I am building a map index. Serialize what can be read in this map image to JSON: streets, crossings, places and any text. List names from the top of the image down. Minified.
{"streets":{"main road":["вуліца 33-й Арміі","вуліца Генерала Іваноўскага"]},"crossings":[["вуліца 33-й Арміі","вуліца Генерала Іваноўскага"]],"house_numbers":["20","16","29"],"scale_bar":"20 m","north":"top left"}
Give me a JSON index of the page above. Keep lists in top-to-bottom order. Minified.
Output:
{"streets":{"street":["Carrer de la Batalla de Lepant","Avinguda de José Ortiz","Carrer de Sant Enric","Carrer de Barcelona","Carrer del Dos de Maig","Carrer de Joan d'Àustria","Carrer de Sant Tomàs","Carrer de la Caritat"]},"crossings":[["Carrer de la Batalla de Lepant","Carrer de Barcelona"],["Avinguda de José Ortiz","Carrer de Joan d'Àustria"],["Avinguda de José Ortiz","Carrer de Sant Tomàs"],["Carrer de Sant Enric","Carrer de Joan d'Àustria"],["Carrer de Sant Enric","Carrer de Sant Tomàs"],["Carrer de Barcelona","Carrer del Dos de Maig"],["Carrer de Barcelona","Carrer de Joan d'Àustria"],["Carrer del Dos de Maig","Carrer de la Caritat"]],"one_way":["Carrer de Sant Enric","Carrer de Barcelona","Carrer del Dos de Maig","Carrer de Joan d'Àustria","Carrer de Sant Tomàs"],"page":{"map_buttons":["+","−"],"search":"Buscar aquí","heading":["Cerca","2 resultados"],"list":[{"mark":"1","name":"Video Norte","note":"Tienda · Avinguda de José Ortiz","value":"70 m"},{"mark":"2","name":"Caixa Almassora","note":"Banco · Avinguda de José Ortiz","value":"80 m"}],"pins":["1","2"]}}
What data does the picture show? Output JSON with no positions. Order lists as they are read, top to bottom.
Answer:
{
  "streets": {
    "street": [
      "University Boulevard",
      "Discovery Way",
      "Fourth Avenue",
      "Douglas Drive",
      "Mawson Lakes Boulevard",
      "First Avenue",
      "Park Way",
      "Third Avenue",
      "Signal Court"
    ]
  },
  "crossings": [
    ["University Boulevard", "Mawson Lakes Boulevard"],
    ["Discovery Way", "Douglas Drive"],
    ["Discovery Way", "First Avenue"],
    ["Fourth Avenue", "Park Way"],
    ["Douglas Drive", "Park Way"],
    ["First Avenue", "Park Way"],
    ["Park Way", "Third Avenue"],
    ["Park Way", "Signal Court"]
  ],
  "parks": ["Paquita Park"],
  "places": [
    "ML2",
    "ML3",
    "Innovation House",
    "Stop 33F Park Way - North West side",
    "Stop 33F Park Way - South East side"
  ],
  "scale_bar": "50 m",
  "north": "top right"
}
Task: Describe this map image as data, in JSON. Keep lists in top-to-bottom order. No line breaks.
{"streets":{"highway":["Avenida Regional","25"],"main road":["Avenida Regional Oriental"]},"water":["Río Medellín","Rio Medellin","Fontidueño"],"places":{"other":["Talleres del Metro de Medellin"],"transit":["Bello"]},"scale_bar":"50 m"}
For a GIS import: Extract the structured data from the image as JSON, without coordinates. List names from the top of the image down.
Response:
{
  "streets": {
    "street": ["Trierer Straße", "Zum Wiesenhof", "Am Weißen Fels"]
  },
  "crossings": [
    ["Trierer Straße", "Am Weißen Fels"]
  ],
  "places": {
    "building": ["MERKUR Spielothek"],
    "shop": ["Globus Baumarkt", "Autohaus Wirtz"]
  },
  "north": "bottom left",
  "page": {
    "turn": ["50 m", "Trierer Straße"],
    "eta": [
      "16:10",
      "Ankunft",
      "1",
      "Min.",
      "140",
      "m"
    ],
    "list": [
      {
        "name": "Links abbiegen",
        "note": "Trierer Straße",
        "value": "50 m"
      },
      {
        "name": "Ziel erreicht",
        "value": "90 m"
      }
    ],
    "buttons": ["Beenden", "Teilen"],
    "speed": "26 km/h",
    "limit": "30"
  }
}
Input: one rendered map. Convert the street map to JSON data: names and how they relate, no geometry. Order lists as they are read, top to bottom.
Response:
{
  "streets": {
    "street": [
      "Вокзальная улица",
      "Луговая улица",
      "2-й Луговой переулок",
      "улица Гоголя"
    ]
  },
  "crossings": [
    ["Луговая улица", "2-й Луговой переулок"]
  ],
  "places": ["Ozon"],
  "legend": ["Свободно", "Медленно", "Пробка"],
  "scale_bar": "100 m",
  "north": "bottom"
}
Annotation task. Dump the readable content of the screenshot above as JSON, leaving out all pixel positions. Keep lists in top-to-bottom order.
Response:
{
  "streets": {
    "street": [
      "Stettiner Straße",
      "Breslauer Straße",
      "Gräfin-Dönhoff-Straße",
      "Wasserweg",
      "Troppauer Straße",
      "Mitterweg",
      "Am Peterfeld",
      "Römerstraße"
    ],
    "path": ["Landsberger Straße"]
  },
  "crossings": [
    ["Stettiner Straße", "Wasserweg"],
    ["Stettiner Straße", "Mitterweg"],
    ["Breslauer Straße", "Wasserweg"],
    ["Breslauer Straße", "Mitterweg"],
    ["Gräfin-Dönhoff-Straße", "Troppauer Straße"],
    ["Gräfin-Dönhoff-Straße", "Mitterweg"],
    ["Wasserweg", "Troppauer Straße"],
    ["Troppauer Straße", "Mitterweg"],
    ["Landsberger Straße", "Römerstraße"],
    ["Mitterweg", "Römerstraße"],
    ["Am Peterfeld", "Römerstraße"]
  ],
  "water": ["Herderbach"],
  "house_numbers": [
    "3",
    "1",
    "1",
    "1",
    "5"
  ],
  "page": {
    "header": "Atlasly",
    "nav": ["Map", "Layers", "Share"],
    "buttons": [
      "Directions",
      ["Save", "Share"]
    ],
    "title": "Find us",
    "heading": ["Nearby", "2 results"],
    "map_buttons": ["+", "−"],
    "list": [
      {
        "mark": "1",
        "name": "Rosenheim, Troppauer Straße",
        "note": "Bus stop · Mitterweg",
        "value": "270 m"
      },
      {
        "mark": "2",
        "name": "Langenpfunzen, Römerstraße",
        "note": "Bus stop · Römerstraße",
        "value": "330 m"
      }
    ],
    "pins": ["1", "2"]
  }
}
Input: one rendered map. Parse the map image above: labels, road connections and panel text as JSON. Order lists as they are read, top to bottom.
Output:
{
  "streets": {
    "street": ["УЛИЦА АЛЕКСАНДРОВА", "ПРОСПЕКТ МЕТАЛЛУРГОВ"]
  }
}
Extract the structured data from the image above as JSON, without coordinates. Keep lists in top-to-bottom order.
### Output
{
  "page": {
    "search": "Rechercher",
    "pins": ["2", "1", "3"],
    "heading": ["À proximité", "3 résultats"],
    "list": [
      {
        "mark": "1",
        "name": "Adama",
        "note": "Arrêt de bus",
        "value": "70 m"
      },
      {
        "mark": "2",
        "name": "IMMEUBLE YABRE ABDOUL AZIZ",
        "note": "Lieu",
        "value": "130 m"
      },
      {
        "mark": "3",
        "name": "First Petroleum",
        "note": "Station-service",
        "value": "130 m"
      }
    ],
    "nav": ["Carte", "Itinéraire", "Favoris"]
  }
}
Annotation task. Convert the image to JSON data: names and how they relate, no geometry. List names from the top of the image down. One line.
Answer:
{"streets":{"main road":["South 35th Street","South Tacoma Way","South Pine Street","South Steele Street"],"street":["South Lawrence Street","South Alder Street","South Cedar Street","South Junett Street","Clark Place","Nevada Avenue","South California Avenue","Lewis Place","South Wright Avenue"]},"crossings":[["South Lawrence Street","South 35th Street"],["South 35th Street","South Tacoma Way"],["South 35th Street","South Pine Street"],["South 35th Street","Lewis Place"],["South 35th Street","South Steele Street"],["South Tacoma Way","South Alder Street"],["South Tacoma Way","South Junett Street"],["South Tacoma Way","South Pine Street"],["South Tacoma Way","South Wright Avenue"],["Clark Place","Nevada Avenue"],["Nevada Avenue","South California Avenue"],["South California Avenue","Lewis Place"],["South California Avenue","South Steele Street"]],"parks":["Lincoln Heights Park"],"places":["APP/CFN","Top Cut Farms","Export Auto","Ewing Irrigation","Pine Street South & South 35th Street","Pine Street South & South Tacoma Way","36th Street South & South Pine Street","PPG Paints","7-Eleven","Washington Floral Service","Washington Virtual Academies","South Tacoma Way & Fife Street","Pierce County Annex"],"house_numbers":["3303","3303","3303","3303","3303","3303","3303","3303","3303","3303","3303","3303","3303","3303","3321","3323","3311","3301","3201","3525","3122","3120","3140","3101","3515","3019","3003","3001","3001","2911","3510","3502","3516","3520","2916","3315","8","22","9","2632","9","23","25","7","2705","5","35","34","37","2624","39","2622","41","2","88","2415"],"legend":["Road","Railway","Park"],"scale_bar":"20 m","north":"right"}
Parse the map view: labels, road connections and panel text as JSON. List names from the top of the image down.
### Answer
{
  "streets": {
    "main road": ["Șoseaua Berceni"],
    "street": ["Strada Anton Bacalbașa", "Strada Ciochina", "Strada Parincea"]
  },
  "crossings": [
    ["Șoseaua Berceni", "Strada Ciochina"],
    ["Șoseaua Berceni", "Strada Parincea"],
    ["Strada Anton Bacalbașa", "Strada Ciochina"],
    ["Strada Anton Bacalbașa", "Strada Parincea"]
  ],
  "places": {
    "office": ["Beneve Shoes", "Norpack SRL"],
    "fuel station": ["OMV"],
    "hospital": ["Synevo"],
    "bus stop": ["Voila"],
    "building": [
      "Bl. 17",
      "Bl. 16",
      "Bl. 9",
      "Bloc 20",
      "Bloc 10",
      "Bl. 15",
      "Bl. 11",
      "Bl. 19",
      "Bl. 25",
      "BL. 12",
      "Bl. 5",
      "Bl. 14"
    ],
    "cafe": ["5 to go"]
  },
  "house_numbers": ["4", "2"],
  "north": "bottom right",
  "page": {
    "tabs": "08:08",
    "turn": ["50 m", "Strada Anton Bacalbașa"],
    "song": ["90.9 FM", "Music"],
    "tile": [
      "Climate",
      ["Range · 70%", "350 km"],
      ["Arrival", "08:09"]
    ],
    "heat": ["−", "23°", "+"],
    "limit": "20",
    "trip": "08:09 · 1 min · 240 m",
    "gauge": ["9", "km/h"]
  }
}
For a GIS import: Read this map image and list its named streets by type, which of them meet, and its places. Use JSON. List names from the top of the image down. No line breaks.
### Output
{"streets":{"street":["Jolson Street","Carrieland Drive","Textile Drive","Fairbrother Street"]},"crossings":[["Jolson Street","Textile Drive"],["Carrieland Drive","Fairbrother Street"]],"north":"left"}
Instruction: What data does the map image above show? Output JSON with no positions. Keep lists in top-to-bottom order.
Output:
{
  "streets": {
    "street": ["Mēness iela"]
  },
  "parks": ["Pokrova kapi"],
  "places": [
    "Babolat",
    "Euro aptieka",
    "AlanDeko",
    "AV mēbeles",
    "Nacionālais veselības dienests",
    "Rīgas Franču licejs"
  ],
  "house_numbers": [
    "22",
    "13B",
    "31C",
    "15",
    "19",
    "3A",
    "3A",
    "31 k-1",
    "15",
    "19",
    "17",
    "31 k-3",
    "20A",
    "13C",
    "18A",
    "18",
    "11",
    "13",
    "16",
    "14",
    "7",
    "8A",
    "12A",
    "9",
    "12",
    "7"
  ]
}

WHAT TO PRODUCE: All lines from the opening of the listing above through the line that contains "What data does the picture" should be given again exactly, and nothing more.

RESULT FOR THIS TASK:
I am building a map index. Serialize what can be read in this map image to JSON: streets, crossings, places and any text. List names from the top of the image down. Minified.
{"streets":{"main road":["вуліца 33-й Арміі","вуліца Генерала Іваноўскага"]},"crossings":[["вуліца 33-й Арміі","вуліца Генерала Іваноўскага"]],"house_numbers":["20","16","29"],"scale_bar":"20 m","north":"top left"}
Give me a JSON index of the page above. Keep lists in top-to-bottom order. Minified.
Output:
{"streets":{"street":["Carrer de la Batalla de Lepant","Avinguda de José Ortiz","Carrer de Sant Enric","Carrer de Barcelona","Carrer del Dos de Maig","Carrer de Joan d'Àustria","Carrer de Sant Tomàs","Carrer de la Caritat"]},"crossings":[["Carrer de la Batalla de Lepant","Carrer de Barcelona"],["Avinguda de José Ortiz","Carrer de Joan d'Àustria"],["Avinguda de José Ortiz","Carrer de Sant Tomàs"],["Carrer de Sant Enric","Carrer de Joan d'Àustria"],["Carrer de Sant Enric","Carrer de Sant Tomàs"],["Carrer de Barcelona","Carrer del Dos de Maig"],["Carrer de Barcelona","Carrer de Joan d'Àustria"],["Carrer del Dos de Maig","Carrer de la Caritat"]],"one_way":["Carrer de Sant Enric","Carrer de Barcelona","Carrer del Dos de Maig","Carrer de Joan d'Àustria","Carrer de Sant Tomàs"],"page":{"map_buttons":["+","−"],"search":"Buscar aquí","heading":["Cerca","2 resultados"],"list":[{"mark":"1","name":"Video Norte","note":"Tienda · Avinguda de José Ortiz","value":"70 m"},{"mark":"2","name":"Caixa Almassora","note":"Banco · Avinguda de José Ortiz","value":"80 m"}],"pins":["1","2"]}}
What data does the picture show? Output JSON with no positions. Order lists as they are read, top to bottom.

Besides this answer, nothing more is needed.